The average onset time of their block level appeared was 1.01 ± 0.02 minutes. The zones were divided into 4 groups by effective rates at 20-minute time points, the effective rates are listed in Table 1. The effective rates of different zones at 20 minutes, 3, and 12 hours are shown in Fig. 2; effective rates of zones 2, 3, 5, and 6 were always higher than 50%, especially zone 2, for which effective rate was 100% at 20 minutes, 3, and 12 hours after TAP. Among zones 1, 9, 10, and 13, the effective rates were higher than 50%, but not all of the 3 time points, all the other zones never had effective rates higher than 50%. The effective rates of different groups at 6 time points are shown in Fig. 3; effective rates of Group IV were always higher than 50%, even at 12 hours, it is 70%; effective rates of Group III were higher than 50% except 12-hour time point; in Group II, the effective rates were higher than 50% at 10 and 20 minutes, but lower than 50% at other time points; Group I never had effective rate higher than 50% at any time point.

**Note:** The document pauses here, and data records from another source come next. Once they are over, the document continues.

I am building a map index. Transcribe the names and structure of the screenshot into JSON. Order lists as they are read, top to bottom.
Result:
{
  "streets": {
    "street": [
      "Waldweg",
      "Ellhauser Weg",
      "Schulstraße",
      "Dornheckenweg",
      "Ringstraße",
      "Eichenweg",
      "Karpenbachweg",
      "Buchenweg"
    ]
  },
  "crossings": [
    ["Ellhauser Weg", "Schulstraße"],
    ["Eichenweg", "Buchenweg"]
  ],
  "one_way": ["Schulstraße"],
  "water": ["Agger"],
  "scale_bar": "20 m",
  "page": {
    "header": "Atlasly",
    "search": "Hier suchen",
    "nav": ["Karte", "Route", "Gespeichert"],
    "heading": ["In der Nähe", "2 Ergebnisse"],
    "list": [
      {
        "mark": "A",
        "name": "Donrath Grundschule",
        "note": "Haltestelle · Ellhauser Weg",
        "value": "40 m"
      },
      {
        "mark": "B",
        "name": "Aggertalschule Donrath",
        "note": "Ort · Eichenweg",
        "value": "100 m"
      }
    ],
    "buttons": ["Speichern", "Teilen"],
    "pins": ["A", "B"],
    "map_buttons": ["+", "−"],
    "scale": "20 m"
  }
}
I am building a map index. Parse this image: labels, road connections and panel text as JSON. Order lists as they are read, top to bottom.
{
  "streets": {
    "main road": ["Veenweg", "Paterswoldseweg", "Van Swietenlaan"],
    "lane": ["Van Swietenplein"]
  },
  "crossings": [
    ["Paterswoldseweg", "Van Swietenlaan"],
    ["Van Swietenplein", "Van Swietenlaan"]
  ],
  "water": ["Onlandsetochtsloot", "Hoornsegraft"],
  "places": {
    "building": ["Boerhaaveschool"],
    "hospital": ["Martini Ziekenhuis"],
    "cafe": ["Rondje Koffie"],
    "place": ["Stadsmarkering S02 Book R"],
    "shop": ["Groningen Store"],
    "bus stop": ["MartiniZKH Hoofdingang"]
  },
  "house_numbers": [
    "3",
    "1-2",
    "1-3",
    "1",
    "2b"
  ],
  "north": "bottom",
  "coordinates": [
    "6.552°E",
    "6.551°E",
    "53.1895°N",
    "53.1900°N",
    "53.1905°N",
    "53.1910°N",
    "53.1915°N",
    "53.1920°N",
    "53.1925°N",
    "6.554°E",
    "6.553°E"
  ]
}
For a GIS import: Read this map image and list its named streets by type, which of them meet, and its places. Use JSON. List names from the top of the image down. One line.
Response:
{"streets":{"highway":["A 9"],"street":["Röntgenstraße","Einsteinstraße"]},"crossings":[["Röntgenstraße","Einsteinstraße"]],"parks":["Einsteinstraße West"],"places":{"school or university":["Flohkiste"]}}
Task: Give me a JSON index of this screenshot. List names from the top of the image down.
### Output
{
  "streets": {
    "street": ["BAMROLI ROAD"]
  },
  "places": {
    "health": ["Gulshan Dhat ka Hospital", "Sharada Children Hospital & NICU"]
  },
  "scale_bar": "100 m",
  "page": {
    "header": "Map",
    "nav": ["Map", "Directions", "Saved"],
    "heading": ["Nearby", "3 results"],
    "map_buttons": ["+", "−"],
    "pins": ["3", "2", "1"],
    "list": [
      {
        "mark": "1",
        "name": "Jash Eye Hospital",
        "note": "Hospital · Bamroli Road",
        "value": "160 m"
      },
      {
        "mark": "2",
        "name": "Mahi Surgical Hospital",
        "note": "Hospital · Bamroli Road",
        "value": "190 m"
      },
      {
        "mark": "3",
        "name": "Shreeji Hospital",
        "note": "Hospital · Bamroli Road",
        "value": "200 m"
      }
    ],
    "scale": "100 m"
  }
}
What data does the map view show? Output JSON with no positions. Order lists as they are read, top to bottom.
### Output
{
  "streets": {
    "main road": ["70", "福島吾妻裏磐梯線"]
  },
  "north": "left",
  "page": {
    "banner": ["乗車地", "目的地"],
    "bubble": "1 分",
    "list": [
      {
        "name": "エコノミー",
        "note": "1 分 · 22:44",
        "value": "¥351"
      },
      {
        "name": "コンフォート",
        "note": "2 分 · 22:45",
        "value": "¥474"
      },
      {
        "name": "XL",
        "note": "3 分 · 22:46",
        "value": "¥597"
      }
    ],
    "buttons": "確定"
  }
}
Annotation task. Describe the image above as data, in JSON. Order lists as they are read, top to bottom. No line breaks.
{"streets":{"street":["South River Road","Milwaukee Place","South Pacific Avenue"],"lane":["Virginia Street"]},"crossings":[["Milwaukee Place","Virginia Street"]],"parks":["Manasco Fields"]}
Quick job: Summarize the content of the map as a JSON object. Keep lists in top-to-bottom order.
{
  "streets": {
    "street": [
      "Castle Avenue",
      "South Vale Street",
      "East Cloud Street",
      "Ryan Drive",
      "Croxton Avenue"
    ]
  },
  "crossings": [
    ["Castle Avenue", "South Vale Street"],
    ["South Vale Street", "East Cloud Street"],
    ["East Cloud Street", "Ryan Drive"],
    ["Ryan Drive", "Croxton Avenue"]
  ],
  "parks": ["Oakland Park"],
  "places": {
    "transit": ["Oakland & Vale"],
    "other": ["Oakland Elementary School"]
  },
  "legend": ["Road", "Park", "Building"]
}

Subcostal TAP had good efficacy and stable duration in zones 1, 2, 3, 5, and 6.

Table 1
Table 1:
Effective rates of each group 20 minutes after TAP.
Figure 2
Figure 2:
Result of effective rates of 19 dermal zones on the left abdomen, the back, and the thigh in 20 patients at 3 time points. Effective rates of zones 2, 3, 5, and 6 were always higher than 50%. Among zones 1, 9, 10, and 13, the effective rates were higher than 50%, but not all of the 3 time points, all the other zones never had effective rates higher than 50%.
Figure 3
Figure 3:
Results of the effective rates of 4 groups at 6 time points are shown. Effective rates of Group IV were always higher than 50%; effective rates of Group III were higher than 50% except 12 hours time point; in Group II, the effective rates were higher than 50% at 10 and 20 minutes, but lower than 50% at other time points; Group I never had effective rate higher than 50% at any time.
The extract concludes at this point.